PENTICTON - There were more twists and turns in the trial of Afshin Maleki Ighani as his trial resumed in Penticton court today.

The trial has turned into a lengthy affair, after a key witness fled to the United States and the second remaining witness proved both elusive and contradictory, providing some weird testimony in proceedings that began late last year.

Ighani faces 10 charges including kidnapping and weapons offences relating to an incident that took place in and around Princeton on April 22, 2017. He's accused of forcing Jodie Walker and her boyfriend Christopher William Gliege to drive him from Okanagan Falls to the Lower Mainland. The Crown alleged he forced Gliege out of the vehicle by gunpoint on a remote road in Manning Park, firing a shot over his head at one point.

Gliege was eventually left on a logging road, while Ighani and Walker drove back to Princeton, where they were arrested by police after being located in a trailer park.

Gliege provided testimony in a preliminary hearing but has since fled to the United States, leaving Walker the only victim available to testify.

She hasn’t proven to be the most reliable witness up to this point in the proceedings, giving contradictory answers or claiming not to remember statements made to police the day of the incident. She has said she feared Ighani, who has a lengthy history of violent offences, including while in prison. 

Ighani’s trial was adjourned in early December to allow time to trace phone records after statements to police provided by Walker revealed she had been conversing regularly with Ighani since his incarceration.

In court today, May 9, for a hearing into the admissibility of Walker’s evidence, court heard more confusing statements from the witness, who defence lawyer Paul McMurray claimed was suffering from a lack of sleep and drug use prior to the April 22, 2017 incident.

Regarding the phone conversations to Ighani while in jail, McMurray said Walker claimed she had been speaking to Ry (Ighani) “all the time” while he was in jail at Okanagan Correctional Centre, according to a taped conversation she had with an RCMP officer on Oct. 18, 2018.

"No," she replied.

“Well, if you said that it wasn't true, was it?" he asked.

"I didn't say that," she said.

"Well, the truth is, you haven't spoken to Mr.
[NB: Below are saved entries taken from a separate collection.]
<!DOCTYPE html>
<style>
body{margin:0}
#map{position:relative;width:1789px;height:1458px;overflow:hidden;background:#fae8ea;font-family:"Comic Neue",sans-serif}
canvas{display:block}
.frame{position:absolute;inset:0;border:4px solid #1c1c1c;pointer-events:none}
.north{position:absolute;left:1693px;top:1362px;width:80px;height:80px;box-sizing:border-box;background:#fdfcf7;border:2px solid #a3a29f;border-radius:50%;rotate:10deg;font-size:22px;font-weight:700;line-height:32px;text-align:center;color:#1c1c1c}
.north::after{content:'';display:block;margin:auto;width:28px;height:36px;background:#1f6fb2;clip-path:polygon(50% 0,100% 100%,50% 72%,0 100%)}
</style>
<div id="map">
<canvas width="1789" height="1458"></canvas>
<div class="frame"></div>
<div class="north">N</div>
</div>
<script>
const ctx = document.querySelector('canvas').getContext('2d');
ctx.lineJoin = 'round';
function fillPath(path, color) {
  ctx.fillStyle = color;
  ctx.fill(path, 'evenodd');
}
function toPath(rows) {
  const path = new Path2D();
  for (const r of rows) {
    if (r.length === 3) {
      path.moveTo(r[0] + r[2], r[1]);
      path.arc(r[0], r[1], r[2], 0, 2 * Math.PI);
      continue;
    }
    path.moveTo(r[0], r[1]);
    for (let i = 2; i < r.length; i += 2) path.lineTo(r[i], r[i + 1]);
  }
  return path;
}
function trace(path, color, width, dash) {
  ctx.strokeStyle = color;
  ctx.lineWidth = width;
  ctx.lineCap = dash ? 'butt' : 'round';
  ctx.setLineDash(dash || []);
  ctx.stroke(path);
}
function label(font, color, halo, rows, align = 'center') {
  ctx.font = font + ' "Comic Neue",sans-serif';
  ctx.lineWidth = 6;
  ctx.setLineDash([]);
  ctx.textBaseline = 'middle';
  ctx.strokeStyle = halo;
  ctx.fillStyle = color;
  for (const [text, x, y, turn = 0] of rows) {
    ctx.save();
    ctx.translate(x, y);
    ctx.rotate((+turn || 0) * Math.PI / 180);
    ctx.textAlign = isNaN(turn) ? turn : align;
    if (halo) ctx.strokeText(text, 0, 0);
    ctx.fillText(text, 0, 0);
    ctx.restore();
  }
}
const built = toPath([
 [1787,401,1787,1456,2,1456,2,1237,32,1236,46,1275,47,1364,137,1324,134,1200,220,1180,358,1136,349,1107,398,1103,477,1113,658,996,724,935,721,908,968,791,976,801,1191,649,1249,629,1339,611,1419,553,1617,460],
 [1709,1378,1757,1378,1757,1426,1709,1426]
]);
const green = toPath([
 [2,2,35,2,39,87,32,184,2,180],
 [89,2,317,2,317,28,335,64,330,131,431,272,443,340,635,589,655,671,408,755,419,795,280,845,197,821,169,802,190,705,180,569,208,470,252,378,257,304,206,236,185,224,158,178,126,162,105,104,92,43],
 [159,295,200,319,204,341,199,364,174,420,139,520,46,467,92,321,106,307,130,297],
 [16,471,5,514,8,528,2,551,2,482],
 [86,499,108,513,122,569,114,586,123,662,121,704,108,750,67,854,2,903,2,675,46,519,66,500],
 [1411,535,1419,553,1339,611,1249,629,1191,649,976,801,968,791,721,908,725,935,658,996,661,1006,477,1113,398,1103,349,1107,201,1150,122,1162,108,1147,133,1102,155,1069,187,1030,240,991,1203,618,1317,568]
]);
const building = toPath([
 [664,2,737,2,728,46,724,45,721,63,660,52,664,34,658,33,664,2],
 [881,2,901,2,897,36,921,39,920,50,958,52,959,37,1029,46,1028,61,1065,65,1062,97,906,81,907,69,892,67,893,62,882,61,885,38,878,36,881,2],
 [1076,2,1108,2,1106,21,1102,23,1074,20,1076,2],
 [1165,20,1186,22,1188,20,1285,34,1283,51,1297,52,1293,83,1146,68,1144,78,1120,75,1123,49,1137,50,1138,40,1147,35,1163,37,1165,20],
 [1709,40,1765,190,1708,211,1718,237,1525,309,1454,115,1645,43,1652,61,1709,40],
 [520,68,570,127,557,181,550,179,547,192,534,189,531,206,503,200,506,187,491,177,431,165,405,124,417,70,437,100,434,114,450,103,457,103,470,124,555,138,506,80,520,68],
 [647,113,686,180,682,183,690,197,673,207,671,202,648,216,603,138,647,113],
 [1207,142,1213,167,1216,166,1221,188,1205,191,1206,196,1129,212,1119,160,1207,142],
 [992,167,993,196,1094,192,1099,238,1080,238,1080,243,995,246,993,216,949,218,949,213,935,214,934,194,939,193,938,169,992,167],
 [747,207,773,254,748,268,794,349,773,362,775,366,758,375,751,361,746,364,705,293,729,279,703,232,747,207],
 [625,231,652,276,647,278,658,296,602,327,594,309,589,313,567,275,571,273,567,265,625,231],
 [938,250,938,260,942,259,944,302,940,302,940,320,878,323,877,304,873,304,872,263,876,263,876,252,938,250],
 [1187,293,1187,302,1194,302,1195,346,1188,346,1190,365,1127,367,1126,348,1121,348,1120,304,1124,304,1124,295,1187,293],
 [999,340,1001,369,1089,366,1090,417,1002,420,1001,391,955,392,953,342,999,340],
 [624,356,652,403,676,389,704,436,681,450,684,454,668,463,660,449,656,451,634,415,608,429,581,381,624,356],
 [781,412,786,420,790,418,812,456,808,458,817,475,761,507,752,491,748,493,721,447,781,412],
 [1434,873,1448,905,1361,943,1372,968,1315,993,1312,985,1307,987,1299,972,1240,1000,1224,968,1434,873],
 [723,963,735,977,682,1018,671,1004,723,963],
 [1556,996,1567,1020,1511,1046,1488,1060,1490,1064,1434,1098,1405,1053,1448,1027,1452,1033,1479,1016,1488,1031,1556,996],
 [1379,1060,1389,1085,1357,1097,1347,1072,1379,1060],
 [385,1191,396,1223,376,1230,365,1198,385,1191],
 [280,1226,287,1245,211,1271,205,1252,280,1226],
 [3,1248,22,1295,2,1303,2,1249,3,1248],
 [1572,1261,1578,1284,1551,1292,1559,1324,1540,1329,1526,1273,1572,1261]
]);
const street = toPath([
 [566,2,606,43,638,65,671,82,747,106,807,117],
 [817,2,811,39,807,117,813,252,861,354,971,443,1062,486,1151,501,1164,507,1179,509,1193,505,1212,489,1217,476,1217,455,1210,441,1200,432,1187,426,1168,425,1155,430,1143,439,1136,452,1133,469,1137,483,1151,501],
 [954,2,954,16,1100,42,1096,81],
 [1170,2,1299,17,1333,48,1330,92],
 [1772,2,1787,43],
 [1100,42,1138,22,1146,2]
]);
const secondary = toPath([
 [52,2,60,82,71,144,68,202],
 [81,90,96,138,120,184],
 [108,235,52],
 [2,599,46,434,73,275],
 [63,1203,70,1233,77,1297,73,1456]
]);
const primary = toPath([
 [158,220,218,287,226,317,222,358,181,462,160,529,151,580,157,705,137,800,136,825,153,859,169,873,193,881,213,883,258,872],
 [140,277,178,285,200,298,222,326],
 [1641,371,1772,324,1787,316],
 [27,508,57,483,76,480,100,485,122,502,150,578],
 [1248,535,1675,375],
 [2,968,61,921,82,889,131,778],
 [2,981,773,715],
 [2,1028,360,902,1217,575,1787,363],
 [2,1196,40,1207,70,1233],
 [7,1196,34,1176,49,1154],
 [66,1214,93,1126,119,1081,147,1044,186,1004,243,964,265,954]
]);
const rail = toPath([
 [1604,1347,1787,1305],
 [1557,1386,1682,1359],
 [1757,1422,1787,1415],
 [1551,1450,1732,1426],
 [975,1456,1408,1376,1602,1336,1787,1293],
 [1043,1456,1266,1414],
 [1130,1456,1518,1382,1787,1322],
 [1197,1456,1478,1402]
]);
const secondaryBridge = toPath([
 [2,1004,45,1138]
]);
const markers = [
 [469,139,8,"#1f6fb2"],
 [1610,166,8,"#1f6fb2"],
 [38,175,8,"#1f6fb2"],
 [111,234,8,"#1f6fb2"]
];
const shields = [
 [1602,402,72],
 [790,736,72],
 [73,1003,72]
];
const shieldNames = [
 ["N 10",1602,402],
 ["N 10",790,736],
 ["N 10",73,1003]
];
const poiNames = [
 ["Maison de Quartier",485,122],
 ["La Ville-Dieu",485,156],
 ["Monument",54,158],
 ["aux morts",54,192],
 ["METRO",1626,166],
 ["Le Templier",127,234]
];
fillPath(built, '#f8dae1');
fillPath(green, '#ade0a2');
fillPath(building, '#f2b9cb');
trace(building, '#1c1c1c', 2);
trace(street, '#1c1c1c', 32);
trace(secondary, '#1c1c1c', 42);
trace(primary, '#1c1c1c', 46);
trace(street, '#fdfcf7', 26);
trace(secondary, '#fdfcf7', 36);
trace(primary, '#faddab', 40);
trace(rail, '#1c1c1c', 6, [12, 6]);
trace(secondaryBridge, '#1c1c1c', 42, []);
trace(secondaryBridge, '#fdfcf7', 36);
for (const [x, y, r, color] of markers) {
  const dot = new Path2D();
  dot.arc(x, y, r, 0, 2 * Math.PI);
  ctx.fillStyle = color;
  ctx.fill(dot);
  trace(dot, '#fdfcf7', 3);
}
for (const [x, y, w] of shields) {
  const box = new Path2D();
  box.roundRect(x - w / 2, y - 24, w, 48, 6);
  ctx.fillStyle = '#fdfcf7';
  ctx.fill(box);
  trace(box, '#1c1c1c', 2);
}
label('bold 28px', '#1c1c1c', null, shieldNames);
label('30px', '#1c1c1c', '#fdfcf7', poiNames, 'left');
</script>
Ighani since April 22 of 2017, isn't it? He hasn't called you from jail?" he asked.

"No," she replied, adding once again she never made the statement to police.

Walker also claimed under oath Ighani had paid for the trip to the Lower Mainland, had never produced a gun and had never been threatened by him, contradicting her recorded statements to police the day of the incident.

She continued to insist she recalled none of the statements she made in the police transcript, agreeing with the accuracy of some statements but not others when questioned by McMurray.

McMurray asked Walker if she was aware police were looking for Ighani the day of the incident, to which she answered "yes."

He then submitted Walker’s statements to police that day were made to prevent Gleige, who had outstanding warrants and a non-contact order with Walker, from getting into further trouble with police.

“You were trying to lie to protect your boyfriend, correct? You didn’t want to get yourself in trouble, isn't that correct?” McMurray said, Walker replying "no" and "yes."

“Whatever you said to the police on April 22, 2017, you can't say now was the truth, can you?"  he asked.

Walker agreed with the statement.

McMurray also asked if Walker was still in contact with Gliege. She said she was, adding he was still in the U.S.

Crown prosecutor John Swanson insisted Walker’s testimony to police should stand, noting the similarities between her and Gliege’s statements to police.

But McMurray said the police interview statements were not made under oath and no warning given of the consequences for lying. He said Walker's statement to police was forced, with police leading her in a “particular direction.”

He said she was motivated to lie in order to protect her boyfriend, Gliege.

McMurray said Walker and Gliege’s testimony were essentially that of two witnesses in a relationship being asked to corroborate each other.

“That casts some real serious doubt on Walker’s veracity,” he said.

Judge Nitya Iyer agreed with Crown's argument following adjournment for lunch this afternoon, saying "threshold reliability" of the evidence had been established.

However, after accepting Walker's statement to police as evidence, the judge was forced to adjourn a second time to allow McMurray an opportunity to consult with his client.

A third adjournment took place after Ighani told court in a rambling, confusing discourse the judge needed to clarify, that he wished an opportunity to seek new counsel or possibly represent himself.

Judge Iyer returned with a decision late this afternoon, granting Ighani's request for new counsel. He has a two week adjournment to make arrangements for representation, either with a new lawyer or by self-representation.

The matter returns to court on May 24.